[Provided information Boundary: Start]

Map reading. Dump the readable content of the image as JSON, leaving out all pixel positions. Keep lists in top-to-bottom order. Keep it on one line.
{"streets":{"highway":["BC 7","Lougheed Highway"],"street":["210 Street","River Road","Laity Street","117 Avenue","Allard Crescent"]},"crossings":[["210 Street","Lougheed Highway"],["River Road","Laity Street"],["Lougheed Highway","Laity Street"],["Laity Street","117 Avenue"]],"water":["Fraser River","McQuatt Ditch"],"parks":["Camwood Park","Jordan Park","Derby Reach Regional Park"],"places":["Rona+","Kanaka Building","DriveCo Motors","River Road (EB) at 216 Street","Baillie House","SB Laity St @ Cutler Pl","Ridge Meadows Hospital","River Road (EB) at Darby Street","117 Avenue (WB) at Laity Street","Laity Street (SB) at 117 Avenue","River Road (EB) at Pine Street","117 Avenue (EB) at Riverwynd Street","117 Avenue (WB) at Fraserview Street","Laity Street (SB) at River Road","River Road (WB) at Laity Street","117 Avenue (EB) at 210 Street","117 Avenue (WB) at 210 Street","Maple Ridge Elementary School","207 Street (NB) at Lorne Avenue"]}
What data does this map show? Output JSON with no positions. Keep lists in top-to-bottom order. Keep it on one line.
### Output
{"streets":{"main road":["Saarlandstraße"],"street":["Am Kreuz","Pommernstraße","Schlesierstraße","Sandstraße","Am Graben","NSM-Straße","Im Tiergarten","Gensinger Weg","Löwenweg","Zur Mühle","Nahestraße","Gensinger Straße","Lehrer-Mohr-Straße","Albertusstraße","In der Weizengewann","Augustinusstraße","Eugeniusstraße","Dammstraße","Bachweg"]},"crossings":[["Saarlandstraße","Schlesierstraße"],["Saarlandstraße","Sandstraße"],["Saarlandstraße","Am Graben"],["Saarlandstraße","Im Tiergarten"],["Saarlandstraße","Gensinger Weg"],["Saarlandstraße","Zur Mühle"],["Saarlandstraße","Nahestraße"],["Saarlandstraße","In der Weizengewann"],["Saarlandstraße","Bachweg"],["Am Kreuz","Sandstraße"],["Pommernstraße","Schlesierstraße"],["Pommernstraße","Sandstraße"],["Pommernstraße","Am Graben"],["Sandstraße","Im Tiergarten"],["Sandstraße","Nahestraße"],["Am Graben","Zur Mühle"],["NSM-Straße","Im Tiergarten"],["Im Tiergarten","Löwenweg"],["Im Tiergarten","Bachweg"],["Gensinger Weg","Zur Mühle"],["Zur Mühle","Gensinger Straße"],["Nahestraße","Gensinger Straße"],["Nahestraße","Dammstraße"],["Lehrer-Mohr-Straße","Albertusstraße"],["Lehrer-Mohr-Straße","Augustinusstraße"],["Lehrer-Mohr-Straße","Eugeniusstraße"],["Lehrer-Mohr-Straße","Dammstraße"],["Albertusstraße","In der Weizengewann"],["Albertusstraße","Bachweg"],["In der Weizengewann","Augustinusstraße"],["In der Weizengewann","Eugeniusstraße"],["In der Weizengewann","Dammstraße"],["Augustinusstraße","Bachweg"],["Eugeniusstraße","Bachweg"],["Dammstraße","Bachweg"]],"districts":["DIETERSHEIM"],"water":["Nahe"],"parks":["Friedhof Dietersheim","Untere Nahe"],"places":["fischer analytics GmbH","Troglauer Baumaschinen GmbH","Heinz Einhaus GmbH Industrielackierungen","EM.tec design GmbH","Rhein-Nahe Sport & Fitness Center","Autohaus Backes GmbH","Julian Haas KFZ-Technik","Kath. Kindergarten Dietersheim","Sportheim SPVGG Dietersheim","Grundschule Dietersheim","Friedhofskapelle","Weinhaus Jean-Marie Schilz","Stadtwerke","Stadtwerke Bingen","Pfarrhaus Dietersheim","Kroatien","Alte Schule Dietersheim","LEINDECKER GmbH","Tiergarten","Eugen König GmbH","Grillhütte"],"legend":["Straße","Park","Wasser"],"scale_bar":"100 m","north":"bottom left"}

[Provided information Boundary: End]

Copy out the entries above without altering a single character.

Result of this task:
Map reading. Dump the readable content of the image as JSON, leaving out all pixel positions. Keep lists in top-to-bottom order. Keep it on one line.
{"streets":{"highway":["BC 7","Lougheed Highway"],"street":["210 Street","River Road","Laity Street","117 Avenue","Allard Crescent"]},"crossings":[["210 Street","Lougheed Highway"],["River Road","Laity Street"],["Lougheed Highway","Laity Street"],["Laity Street","117 Avenue"]],"water":["Fraser River","McQuatt Ditch"],"parks":["Camwood Park","Jordan Park","Derby Reach Regional Park"],"places":["Rona+","Kanaka Building","DriveCo Motors","River Road (EB) at 216 Street","Baillie House","SB Laity St @ Cutler Pl","Ridge Meadows Hospital","River Road (EB) at Darby Street","117 Avenue (WB) at Laity Street","Laity Street (SB) at 117 Avenue","River Road (EB) at Pine Street","117 Avenue (EB) at Riverwynd Street","117 Avenue (WB) at Fraserview Street","Laity Street (SB) at River Road","River Road (WB) at Laity Street","117 Avenue (EB) at 210 Street","117 Avenue (WB) at 210 Street","Maple Ridge Elementary School","207 Street (NB) at Lorne Avenue"]}
What data does this map show? Output JSON with no positions. Keep lists in top-to-bottom order. Keep it on one line.
### Output
{"streets":{"main road":["Saarlandstraße"],"street":["Am Kreuz","Pommernstraße","Schlesierstraße","Sandstraße","Am Graben","NSM-Straße","Im Tiergarten","Gensinger Weg","Löwenweg","Zur Mühle","Nahestraße","Gensinger Straße","Lehrer-Mohr-Straße","Albertusstraße","In der Weizengewann","Augustinusstraße","Eugeniusstraße","Dammstraße","Bachweg"]},"crossings":[["Saarlandstraße","Schlesierstraße"],["Saarlandstraße","Sandstraße"],["Saarlandstraße","Am Graben"],["Saarlandstraße","Im Tiergarten"],["Saarlandstraße","Gensinger Weg"],["Saarlandstraße","Zur Mühle"],["Saarlandstraße","Nahestraße"],["Saarlandstraße","In der Weizengewann"],["Saarlandstraße","Bachweg"],["Am Kreuz","Sandstraße"],["Pommernstraße","Schlesierstraße"],["Pommernstraße","Sandstraße"],["Pommernstraße","Am Graben"],["Sandstraße","Im Tiergarten"],["Sandstraße","Nahestraße"],["Am Graben","Zur Mühle"],["NSM-Straße","Im Tiergarten"],["Im Tiergarten","Löwenweg"],["Im Tiergarten","Bachweg"],["Gensinger Weg","Zur Mühle"],["Zur Mühle","Gensinger Straße"],["Nahestraße","Gensinger Straße"],["Nahestraße","Dammstraße"],["Lehrer-Mohr-Straße","Albertusstraße"],["Lehrer-Mohr-Straße","Augustinusstraße"],["Lehrer-Mohr-Straße","Eugeniusstraße"],["Lehrer-Mohr-Straße","Dammstraße"],["Albertusstraße","In der Weizengewann"],["Albertusstraße","Bachweg"],["In der Weizengewann","Augustinusstraße"],["In der Weizengewann","Eugeniusstraße"],["In der Weizengewann","Dammstraße"],["Augustinusstraße","Bachweg"],["Eugeniusstraße","Bachweg"],["Dammstraße","Bachweg"]],"districts":["DIETERSHEIM"],"water":["Nahe"],"parks":["Friedhof Dietersheim","Untere Nahe"],"places":["fischer analytics GmbH","Troglauer Baumaschinen GmbH","Heinz Einhaus GmbH Industrielackierungen","EM.tec design GmbH","Rhein-Nahe Sport & Fitness Center","Autohaus Backes GmbH","Julian Haas KFZ-Technik","Kath. Kindergarten Dietersheim","Sportheim SPVGG Dietersheim","Grundschule Dietersheim","Friedhofskapelle","Weinhaus Jean-Marie Schilz","Stadtwerke","Stadtwerke Bingen","Pfarrhaus Dietersheim","Kroatien","Alte Schule Dietersheim","LEINDECKER GmbH","Tiergarten","Eugen König GmbH","Grillhütte"],"legend":["Straße","Park","Wasser"],"scale_bar":"100 m","north":"bottom left"}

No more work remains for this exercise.